* Prompt: From the records below, copy the lines that include "stream".
*** Opening of Information shown ***
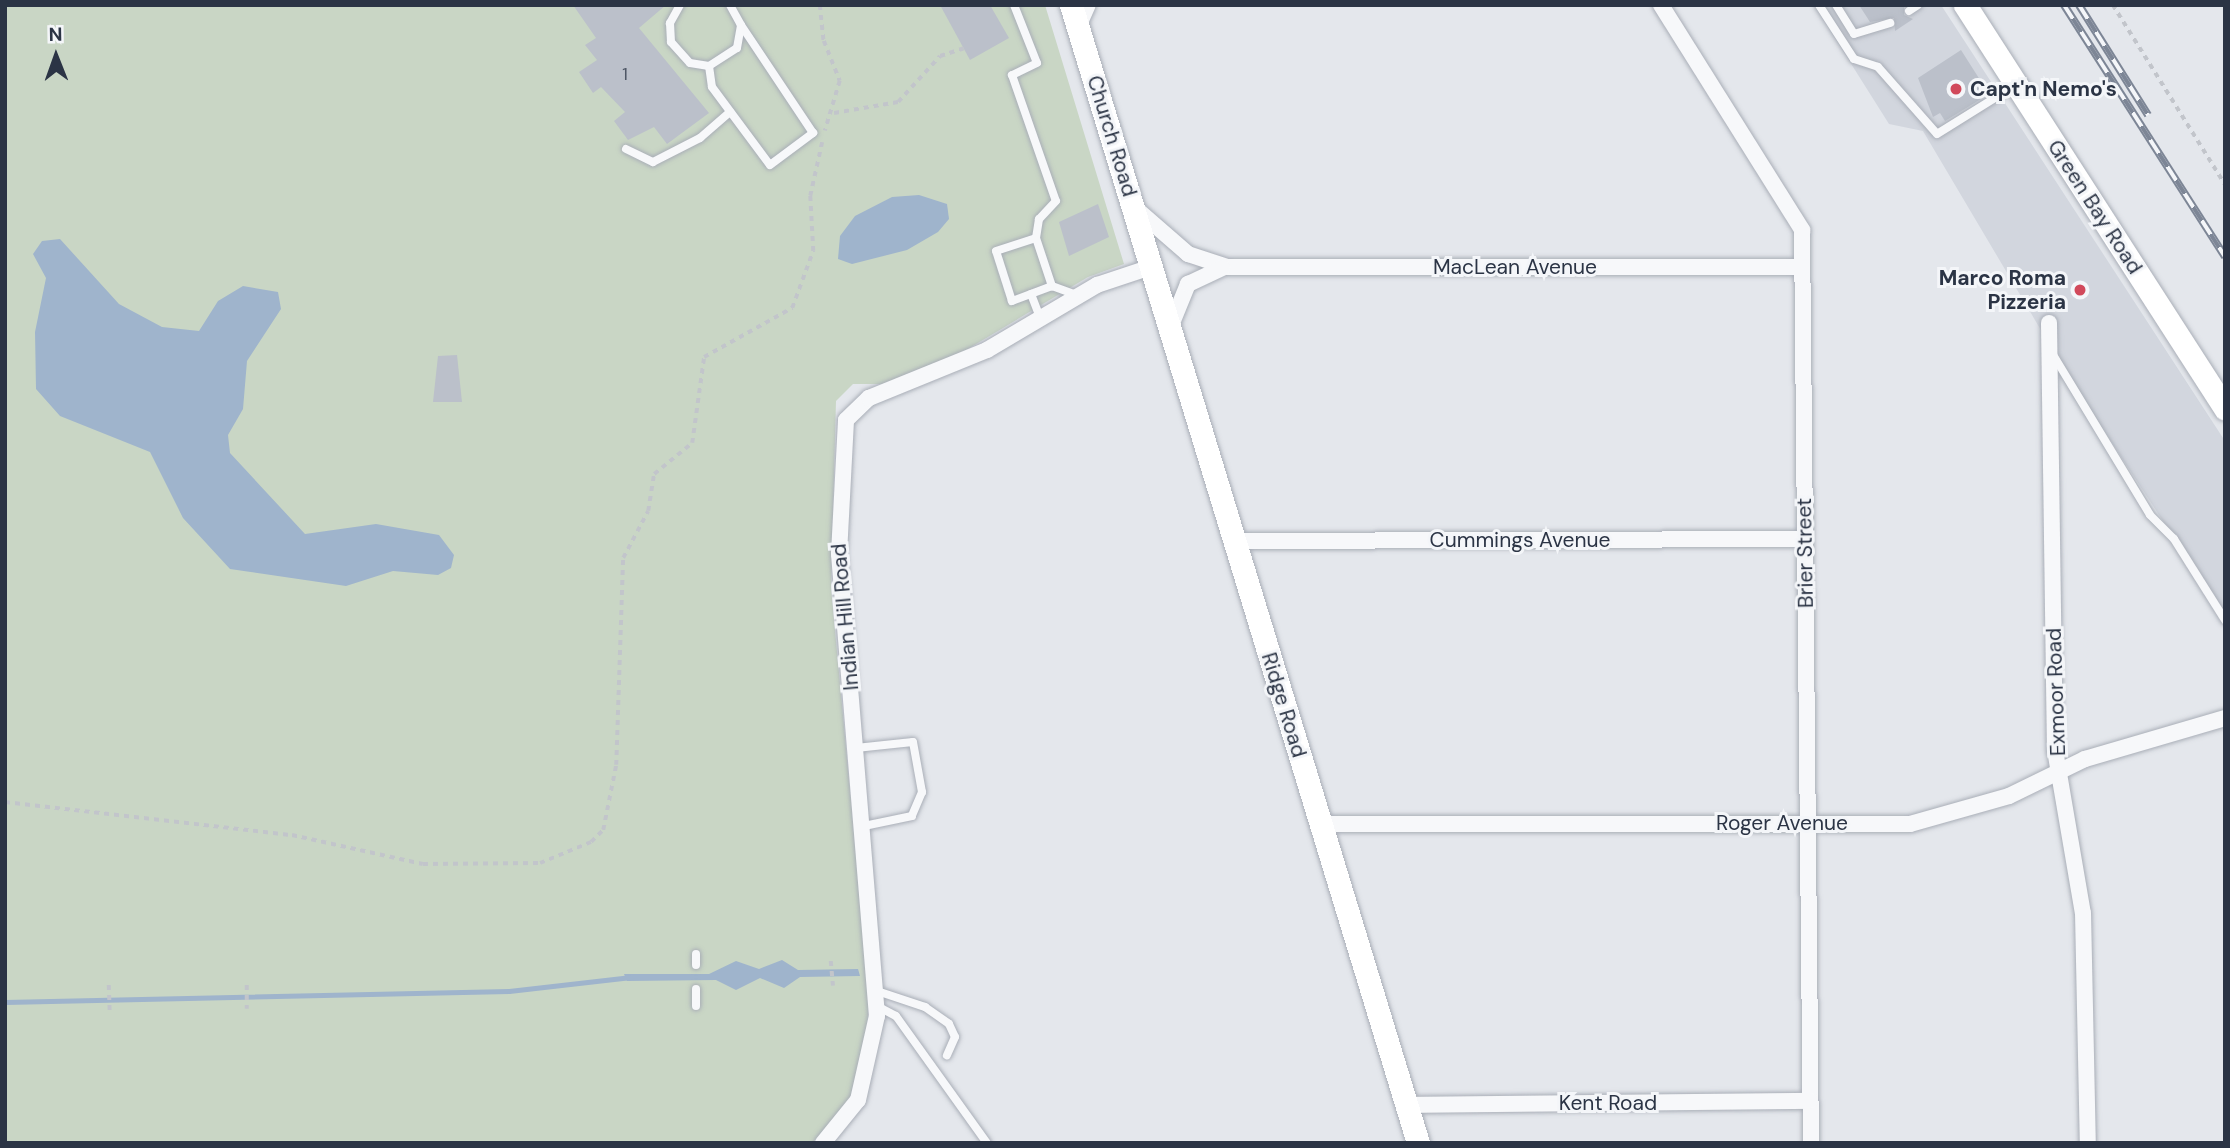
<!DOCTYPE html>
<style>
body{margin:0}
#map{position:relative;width:2230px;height:1148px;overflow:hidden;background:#e4e7ec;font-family:"DM Sans",sans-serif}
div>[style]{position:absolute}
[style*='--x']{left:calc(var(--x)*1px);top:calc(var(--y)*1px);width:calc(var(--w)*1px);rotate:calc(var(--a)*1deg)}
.built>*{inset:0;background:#d2d6de}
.green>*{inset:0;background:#c9d6c5}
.water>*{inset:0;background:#9fb4cc}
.stream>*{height:5px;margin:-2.5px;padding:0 2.5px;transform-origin:2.5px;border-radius:2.5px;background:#9fb4cc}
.building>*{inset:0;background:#bbc0ca}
.path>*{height:3.5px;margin-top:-1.75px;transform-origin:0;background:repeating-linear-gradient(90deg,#c2c5cb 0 5px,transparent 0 10px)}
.roads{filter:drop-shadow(0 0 2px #a9aeb7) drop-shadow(0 0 2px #a9aeb7)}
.lane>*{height:8px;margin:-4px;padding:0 4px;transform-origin:4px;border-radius:4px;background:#f7f8fa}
.street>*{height:16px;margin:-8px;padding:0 8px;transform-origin:8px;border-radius:8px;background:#f7f8fa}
.secondary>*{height:23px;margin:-11.5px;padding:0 11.5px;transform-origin:11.5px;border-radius:11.5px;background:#fff}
.rail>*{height:8px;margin-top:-4px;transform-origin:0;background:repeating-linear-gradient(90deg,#f4f6f9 0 16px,#7d8696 0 32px);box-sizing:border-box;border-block:2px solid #7d8696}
.dots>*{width:19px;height:19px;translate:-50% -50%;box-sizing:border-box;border:4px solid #f4f6f9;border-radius:50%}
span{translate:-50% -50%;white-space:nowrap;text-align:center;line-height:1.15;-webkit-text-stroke:6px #f4f6f9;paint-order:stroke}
.number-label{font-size:18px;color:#4f5766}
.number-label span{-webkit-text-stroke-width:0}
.poi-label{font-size:21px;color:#2b3445;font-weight:700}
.left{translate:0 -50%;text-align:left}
.right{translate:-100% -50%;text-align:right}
.street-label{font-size:21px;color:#2b3445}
.frame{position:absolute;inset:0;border:7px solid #2b3445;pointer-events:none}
.north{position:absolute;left:21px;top:21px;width:70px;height:70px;-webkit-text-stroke:5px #f4f6f9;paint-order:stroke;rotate:359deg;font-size:19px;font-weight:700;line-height:28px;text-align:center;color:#2b3445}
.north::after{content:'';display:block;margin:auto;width:24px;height:32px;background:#2b3445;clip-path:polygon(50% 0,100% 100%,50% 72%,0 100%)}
</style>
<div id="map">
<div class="built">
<i style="clip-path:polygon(1814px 5px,1941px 5px,2225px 441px,2225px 616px,2067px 374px,1923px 131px,1889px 124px)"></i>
</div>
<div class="green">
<i style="clip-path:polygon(5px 5px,1045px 5px,1124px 264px,1088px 277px,941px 365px,885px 384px,853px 384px,836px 401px,831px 588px,869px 992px,867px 1035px,848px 1105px,812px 1143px,5px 1143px)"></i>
</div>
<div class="water">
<i style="clip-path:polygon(919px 195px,947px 204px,949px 219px,938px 232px,907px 250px,852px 264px,838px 259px,840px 236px,855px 216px,892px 197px)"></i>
<i style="clip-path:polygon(60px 239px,119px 304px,162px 327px,199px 331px,218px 301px,243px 286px,278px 292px,281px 309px,247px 361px,243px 409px,228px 435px,230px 453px,305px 534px,376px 524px,439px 535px,454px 555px,451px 568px,438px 575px,393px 571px,346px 586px,230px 569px,183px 518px,150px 452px,60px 416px,36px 389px,35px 332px,46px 278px,33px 254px,42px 241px)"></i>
<i style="clip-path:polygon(782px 960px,798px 970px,858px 969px,860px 976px,800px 977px,784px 988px,760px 978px,736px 990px,716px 980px,627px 981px,624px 974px,709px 974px,736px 961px,759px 969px)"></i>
</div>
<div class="stream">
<i style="--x:5;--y:1002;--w:504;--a:-1.25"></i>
<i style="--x:509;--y:991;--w:123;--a:-6.5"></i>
</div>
<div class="building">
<i style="clip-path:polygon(573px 5px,666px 5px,639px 28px,709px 113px,667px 144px,654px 127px,628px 140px,614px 121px,625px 112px,601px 87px,593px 93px,579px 72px,597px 60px,585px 45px,596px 38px)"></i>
<i style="clip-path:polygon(940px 5px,990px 5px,1009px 38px,970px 60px)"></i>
<i style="clip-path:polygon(1859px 5px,1904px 5px,1904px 15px,1913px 19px,1895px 31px,1894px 18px,1870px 22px)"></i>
<i style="clip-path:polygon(1961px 50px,1989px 94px,1945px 121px,1940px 113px,1933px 117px,1918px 78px)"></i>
<i style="clip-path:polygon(1098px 204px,1109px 237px,1069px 256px,1059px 222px)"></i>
<i style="clip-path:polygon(457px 355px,462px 402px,433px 402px,438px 356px)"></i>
</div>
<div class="path">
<i style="--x:820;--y:5;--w:36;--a:84"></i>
<i style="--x:824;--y:41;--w:43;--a:68.2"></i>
<i style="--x:840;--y:81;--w:52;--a:106.7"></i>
<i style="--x:2113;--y:5;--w:211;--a:58"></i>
<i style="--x:834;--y:113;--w:65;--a:-9.8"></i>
<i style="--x:898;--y:102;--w:62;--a:-47.6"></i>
<i style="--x:940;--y:56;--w:25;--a:-18"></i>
<i style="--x:5;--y:802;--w:289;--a:6.6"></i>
<i style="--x:292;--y:835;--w:134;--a:12.5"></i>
<i style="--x:423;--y:864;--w:117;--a:-0.5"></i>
<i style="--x:540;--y:863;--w:55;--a:-22.4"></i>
<i style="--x:591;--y:842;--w:17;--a:-45"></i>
<i style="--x:603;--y:830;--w:66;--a:-78.7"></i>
<i style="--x:616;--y:765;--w:207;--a:-88.1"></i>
<i style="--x:623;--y:558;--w:53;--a:-62"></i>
<i style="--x:648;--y:511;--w:37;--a:-81"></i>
<i style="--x:654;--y:474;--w:49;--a:-39.2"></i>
<i style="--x:692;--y:443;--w:87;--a:-82.1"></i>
<i style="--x:704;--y:357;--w:101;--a:-29.1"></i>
<i style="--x:792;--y:308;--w:61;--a:-69.8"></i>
<i style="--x:813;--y:251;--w:55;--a:-93.1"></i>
<i style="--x:810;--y:196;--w:55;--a:-77.5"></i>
<i style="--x:831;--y:961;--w:25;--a:85"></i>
<i style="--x:109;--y:985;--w:26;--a:88"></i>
<i style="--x:247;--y:985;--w:24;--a:90"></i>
</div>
<div class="roads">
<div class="lane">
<i style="--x:680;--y:5;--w:21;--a:119"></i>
<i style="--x:670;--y:23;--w:19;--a:87"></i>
<i style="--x:671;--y:42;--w:28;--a:48"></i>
<i style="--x:690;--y:63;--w:19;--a:9"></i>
<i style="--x:709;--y:66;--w:33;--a:-33"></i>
<i style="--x:737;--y:48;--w:23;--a:-80"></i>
<i style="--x:741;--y:25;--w:23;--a:-119"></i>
<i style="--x:1014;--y:5;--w:62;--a:68.4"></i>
<i style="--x:1037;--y:63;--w:28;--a:154"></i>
<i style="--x:1012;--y:75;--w:133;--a:70.8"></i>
<i style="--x:1056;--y:201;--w:25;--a:133"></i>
<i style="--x:1039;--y:219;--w:19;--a:99"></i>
<i style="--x:1036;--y:238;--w:51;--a:71.6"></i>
<i style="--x:1052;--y:286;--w:43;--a:159.4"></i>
<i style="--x:1012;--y:301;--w:52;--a:-107.7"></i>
<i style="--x:996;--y:251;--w:42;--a:-18"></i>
<i style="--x:1819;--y:5;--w:64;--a:57.1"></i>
<i style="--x:1854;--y:59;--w:25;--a:18"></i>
<i style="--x:1878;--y:67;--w:89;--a:48.6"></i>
<i style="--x:1937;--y:134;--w:91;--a:-31.9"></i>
<i style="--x:1836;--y:5;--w:34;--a:58"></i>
<i style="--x:1854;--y:34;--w:38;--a:-17"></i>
<i style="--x:1909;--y:11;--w:11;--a:-34"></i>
<i style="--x:709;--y:66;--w:21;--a:82"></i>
<i style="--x:712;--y:87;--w:97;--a:53.4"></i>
<i style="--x:770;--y:165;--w:54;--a:-36.7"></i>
<i style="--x:813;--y:133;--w:130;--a:-123.7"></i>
<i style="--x:626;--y:149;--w:30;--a:26"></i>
<i style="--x:653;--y:162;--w:53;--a:-27.1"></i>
<i style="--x:700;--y:138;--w:40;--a:-41"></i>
<i style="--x:1052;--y:286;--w:27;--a:20"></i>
<i style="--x:1031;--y:294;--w:26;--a:69"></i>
<i style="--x:2052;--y:353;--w:189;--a:58.8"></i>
<i style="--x:2150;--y:515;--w:34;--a:45"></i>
<i style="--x:2174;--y:539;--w:96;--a:57.8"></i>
<i style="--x:856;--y:748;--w:57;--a:-6"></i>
<i style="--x:913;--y:742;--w:51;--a:79.8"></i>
<i style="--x:922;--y:792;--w:26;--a:113"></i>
<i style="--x:912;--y:816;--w:49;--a:168.2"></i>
<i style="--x:696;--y:954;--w:11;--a:90"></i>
<i style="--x:696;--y:989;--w:17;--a:90"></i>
<i style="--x:877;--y:991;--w:51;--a:18.4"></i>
<i style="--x:925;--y:1007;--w:29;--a:35"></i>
<i style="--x:949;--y:1024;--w:14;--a:65"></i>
<i style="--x:955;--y:1037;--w:20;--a:114"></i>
<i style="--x:877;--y:1006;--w:21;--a:28"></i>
<i style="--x:896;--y:1016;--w:156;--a:54.4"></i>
</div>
<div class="street">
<i style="--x:1661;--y:5;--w:266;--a:57.9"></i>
<i style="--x:1802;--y:230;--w:913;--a:89.44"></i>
<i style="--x:1078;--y:27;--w:24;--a:-66"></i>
<i style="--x:1134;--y:207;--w:72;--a:41"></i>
<i style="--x:1188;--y:254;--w:41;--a:18.4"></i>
<i style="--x:1227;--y:267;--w:575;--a:0"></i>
<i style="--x:2049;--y:323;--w:427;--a:89.2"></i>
<i style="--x:2055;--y:750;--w:165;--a:80.3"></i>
<i style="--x:2083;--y:913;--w:230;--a:88.8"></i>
<i style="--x:1170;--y:328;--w:48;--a:-67.8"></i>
<i style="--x:1188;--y:284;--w:38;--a:-25"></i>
<i style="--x:1235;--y:541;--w:570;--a:-0.2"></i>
<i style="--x:1321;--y:824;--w:589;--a:0"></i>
<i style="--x:1910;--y:824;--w:103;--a:-15.8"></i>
<i style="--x:2009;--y:796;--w:85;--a:-26"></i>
<i style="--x:2085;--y:759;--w:146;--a:-16.3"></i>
<i style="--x:1406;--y:1105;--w:404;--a:-0.6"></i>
<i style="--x:823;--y:1143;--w:55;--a:-50.9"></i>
<i style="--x:858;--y:1100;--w:86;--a:-77.3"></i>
<i style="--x:877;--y:1016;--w:464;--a:-94.7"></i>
<i style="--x:839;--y:554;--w:134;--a:-87"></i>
<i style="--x:846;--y:420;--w:32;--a:-44"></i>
<i style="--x:869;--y:398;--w:127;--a:-22.1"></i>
<i style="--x:987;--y:350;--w:128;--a:-30.6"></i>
<i style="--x:1097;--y:285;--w:57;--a:-18.4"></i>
</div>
<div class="secondary">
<i style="--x:1071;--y:5;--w:1190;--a:73.04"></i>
<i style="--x:1965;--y:5;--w:480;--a:57.2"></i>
</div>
</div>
<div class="rail">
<i style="--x:2064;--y:5;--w:299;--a:57.4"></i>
<i style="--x:2079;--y:5;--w:130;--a:57.9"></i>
</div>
<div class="dots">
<i style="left:1956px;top:89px;background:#d1495b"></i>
<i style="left:2080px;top:290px;background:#d1495b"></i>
</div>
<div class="number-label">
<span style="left:625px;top:74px">1</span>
</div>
<div class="poi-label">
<span class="left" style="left:1970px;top:89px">Capt'n Nemo's</span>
<span class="right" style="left:2066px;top:290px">Marco Roma<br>Pizzeria</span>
</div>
<div class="street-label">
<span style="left:1112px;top:136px;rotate:73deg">Church Road</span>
<span style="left:2095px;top:207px;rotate:57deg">Green Bay Road</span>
<span style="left:1515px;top:267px">MacLean Avenue</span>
<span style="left:1520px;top:540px">Cummings Avenue</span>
<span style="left:1805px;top:553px;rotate:-91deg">Brier Street</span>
<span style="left:845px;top:617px;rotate:-95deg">Indian Hill Road</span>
<span style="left:2056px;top:692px;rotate:-92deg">Exmoor Road</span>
<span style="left:1284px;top:705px;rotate:73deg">Ridge Road</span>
<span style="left:1782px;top:823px">Roger Avenue</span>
<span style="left:1608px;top:1103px">Kent Road</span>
</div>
<div class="frame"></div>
<div class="north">N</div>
</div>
*** Close of Information shown ***
* Solution for this exercise:
.stream>*{height:5px;margin:-2.5px;padding:0 2.5px;transform-origin:2.5px;border-radius:2.5px;background:#9fb4cc}
<div class="stream">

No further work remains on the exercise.